Mini Project 1: Maps

US States

us_data <- map_data("state")
home_health_care <- read.csv("dataset/health.csv")

home_health_care |>
  drop_na(Quality.of.Patient.Care.Star.Rating) |>
  mutate(State = str_to_lower(abbr2state(State))) |>
  filter(!is.na(State), !State %in% c("district of columbia","alaska","hawaii")) |>
  right_join(us_data,
    by = c("State" = "region")) |>
  ggplot(mapping = aes(x = long, y = lat, group = group)) +
  geom_polygon(aes(fill = How.often.patients..wounds.improved.or.healed.after.an.operation),linewidth=0.3,color="white") +
  labs(fill = "Percentage of wounds getting healed \nafter operation", title="How Often Patients' Wounds Healed After An Operation In 48 States", subtitle="Data: Home Health Care - State by State Data",caption = "Source: Data.gov") +
  coord_map() +
  theme(plot.title = element_text(size = 30)) +
  theme_void() +
  scale_fill_viridis()

Data Link

The data set records the state averages of several home health agency quality measures for Home Health Agencies. The variable of interest is

How.often.patients..wounds.improved.or.healed.after.an.operation.

In the plot, the more yellowish shade each state has, the higher the average percentage of wounds healed after operation. Therefore, South Dakota is the state with the lowest percentage of healed wounds (<87%) while Rhode Island is the highest (>93%). The states in the Northeastern and South East regions tend to have higher percentage of healing than the other regions of the country. This plot can provide valuable insights into the healthcare quality of each state. However, we need to carefully consider various factors beyond the raw averages to accurately assess and compare healthcare quality between states since each state has different population demographics as well as patients’ access to healthcare services and how frequently individuals utilize these services can impact healing rates.
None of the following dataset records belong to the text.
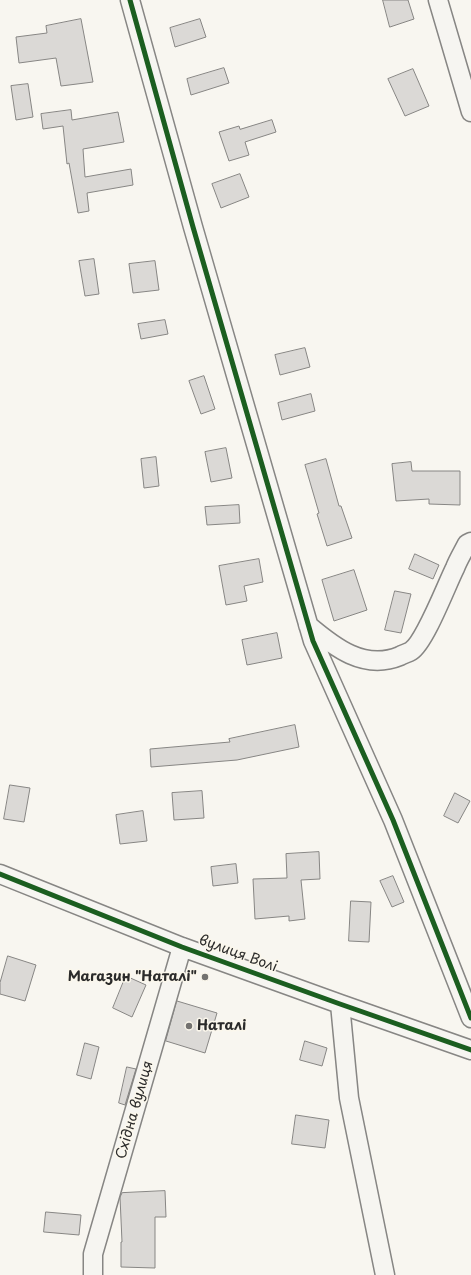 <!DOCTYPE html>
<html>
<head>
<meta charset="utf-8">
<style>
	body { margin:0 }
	canvas { display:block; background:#f8f6f0 }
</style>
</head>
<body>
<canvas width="471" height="1275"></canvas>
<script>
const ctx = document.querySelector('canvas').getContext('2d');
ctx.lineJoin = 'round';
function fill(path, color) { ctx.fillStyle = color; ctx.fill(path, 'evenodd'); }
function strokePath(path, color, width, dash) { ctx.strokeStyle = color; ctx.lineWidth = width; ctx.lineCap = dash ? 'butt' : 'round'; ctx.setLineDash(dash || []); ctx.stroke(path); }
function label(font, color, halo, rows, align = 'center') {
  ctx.font = font + ' "Playpen Sans",sans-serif'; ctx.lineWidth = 3; ctx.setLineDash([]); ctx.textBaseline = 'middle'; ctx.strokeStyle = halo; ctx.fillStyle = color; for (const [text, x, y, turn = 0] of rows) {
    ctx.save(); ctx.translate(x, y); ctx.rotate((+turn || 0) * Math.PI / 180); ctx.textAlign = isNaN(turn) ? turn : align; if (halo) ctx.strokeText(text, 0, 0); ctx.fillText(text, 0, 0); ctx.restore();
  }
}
const building = new Path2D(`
	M 383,0 L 408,0 L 414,19 L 390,27 Z
	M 81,19 L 93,82 L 61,86 L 56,58 L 19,63 L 16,37 L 47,33 L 46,26 Z
	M 200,19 L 206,37 L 175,47 L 170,28 Z
	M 224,68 L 229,83 L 191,95 L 187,79 Z
	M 413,69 L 429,106 L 405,116 L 388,79 Z
	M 28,84 L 33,117 L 16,120 L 11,86 Z
	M 71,110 L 72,120 L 118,112 L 124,142 L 83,149 L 85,177 L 131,169 L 133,185 L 87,193 L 89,211 L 78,213 L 69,163 L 67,164 L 63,126 L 43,129 L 41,114 Z
	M 272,120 L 276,132 L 245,142 L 249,155 L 229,161 L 219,132 L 239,126 L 240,129 Z
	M 240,174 L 249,197 L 221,208 L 212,184 Z
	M 94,259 L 99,294 L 85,296 L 79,261 Z
	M 155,261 L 159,290 L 133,293 L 129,264 Z
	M 165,320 L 168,334 L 141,339 L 138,324 Z
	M 305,348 L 310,367 L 280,375 L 275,355 Z
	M 204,376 L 215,409 L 201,414 L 189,381 Z
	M 311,394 L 315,411 L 282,420 L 278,403 Z
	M 226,448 L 232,478 L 211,482 L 205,452 Z
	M 156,457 L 159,486 L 144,488 L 141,459 Z
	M 326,459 L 339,506 L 341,506 L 352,538 L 327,546 L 317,514 L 319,513 L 305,465 Z
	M 411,462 L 412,471 L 460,471 L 460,505 L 429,504 L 429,499 L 396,501 L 392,464 Z
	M 239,505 L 240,523 L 207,525 L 205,507 Z
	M 415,554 L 439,565 L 433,579 L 409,569 Z
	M 259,559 L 263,582 L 244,586 L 247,601 L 226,605 L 219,566 Z
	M 354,570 L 367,610 L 334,621 L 322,580 Z
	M 395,591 L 411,594 L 401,633 L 385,630 Z
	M 277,633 L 282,658 L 247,665 L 242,640 Z
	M 295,725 L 299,747 L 237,760 L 151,767 L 150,749 L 230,742 L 229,739 Z
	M 10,785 L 30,788 L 24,822 L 4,819 Z
	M 202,791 L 204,818 L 174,820 L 172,793 Z
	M 455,793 L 470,801 L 458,823 L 444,816 Z
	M 143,811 L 147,841 L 120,844 L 116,815 Z
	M 319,852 L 320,879 L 301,880 L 305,919 L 289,921 L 289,916 L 255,919 L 253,879 L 287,878 L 286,854 Z
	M 236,864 L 238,883 L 213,886 L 211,867 Z
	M 393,876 L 404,902 L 392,907 L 380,881 Z
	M 351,901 L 371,902 L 369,942 L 349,941 Z
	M 8,956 L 36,965 L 25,1001 L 0,994 L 0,983 Z
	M 126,976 L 146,985 L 132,1017 L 113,1008 Z
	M 177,1001 L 217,1013 L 205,1053 L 166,1041 Z
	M 305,1041 L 327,1048 L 322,1066 L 300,1060 Z
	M 85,1043 L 99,1047 L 91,1079 L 77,1075 Z
	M 127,1067 L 136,1069 L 125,1105 L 119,1103 Z
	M 296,1115 L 329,1120 L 325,1148 L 292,1144 Z
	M 165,1191 L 166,1217 L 155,1217 L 155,1268 L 121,1267 L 121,1242 L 122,1242 L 120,1197 L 122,1193 Z
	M 46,1212 L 81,1215 L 79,1235 L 44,1232 Z`);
fill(building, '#dbd9d6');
strokePath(building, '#878684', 1);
const minor = new Path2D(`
	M 130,0 L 193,227 L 313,641 L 393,820 L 471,1018
	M 438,0 L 471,112
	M 308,625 C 334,647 364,671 400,656 C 403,654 408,653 411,651 C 425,642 446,586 455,568 C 458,560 463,552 467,544 L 471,542
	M 0,874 L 182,947 L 340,1004 L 471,1050
	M 340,1004 L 349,1098 L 385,1275
	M 93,1275 L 93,1254 L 182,947`);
strokePath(minor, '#878684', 21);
strokePath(minor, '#f6f5f1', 18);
strokePath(new Path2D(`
	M 130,0 L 193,227 L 313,641 L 393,820 L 471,1018
	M 0,874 L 182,947 L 340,1004 L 471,1050`), '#1b5e20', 5);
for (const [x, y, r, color] of [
	[205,977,4,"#737270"],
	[189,1026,4,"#737270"]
]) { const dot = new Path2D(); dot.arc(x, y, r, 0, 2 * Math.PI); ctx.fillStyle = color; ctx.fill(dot); strokePath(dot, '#fbf7ec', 1.5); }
label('14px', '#2b2b2b', '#fbf7ec', [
	["вулиця Волі",238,954,20],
	["Східна вулиця",135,1110,-74]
]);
label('bold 14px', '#2b2b2b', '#fbf7ec', [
	["Магазин \"Наталі\"",197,977],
	["Наталі",197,1026,"left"]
], 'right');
</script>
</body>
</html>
Therefore, while state averages for wound healing after operations provide an important snapshot of healthcare outcomes of each state, they should be interpreted within the broader context of demographic, socioeconomic, policy, and healthcare system factors.

Wisconsin Districts

Warning: package 'sf' was built under R version 4.3.3
wi <- ggplot(data = wi_merged, aes(fill = winner)) +
  annotation_map_tile(zoom = 6, type = "osm", progress = "none") + 
  geom_sf(alpha = 0.5) +
  scale_fill_manual("Winner", values = c("blue", "red")) + 
  geom_sf_label(aes(label = DISTRICT), fill = "white") +
  theme_void()
wi + 
  labs(fill = "Winner Party", title="Wisconsin Controversial Congressional Districts and Gerrymandering\nin 2016", caption = "Source: fes16")
Warning in st_point_on_surface.sfc(sf::st_zm(x)): st_point_on_surface may not
give correct results for longitude/latitude data

wi +
  aes(fill = r_prop) + 
  scale_fill_distiller(
    "Proportion\nRepublican", 
    palette = "RdBu", 
    limits = c(0, 0.7)
  )+ 
  labs(title="Proportion of Republican Votes in Wisconsin Congressional Districts", subtitle ="In 2016", caption = "Source: fes16") 
Warning in st_point_on_surface.sfc(sf::st_zm(x)): st_point_on_surface may not
give correct results for longitude/latitude data

For the choropleth map, the district 4 has color blue.

pal <- colorNumeric(palette = "RdYlBu", domain = c(0, 1))

leaflet_wi <- leaflet(wi_merged) |>
  addTiles() |>
  addPolygons(
    weight = 1, 
    fillOpacity = 0.7, 
    fillColor = ~ifelse(r_prop > d_prop, "red", "blue"), 
    color = "white",
    popup = ~paste("District ", DISTRICT, "</br>", "Probability of Republic Votes: ", round(r_prop, 4),"</br>", "Probability of Democratic Votes: ", round(d_prop, 4), "</br>Total votes: ", wi_results$total_votes)
  ) |>                         
  setView(lng = -90, lat = 45, zoom = 7)
leaflet_wi

Clicking on a district will show the probability of Republican and Democratic votes of that district.

In 2016, most of the districts in Wisconsin’s winner was Republic (6/8), except for District 2,3, and 4. In District 3 and District 4, there are no votes for Republican party. The ratio of probability of votes between the winner and the opponent party of most district is about 2:1. According to the plot, I assume that the winner party is Republican Party since it won more districts.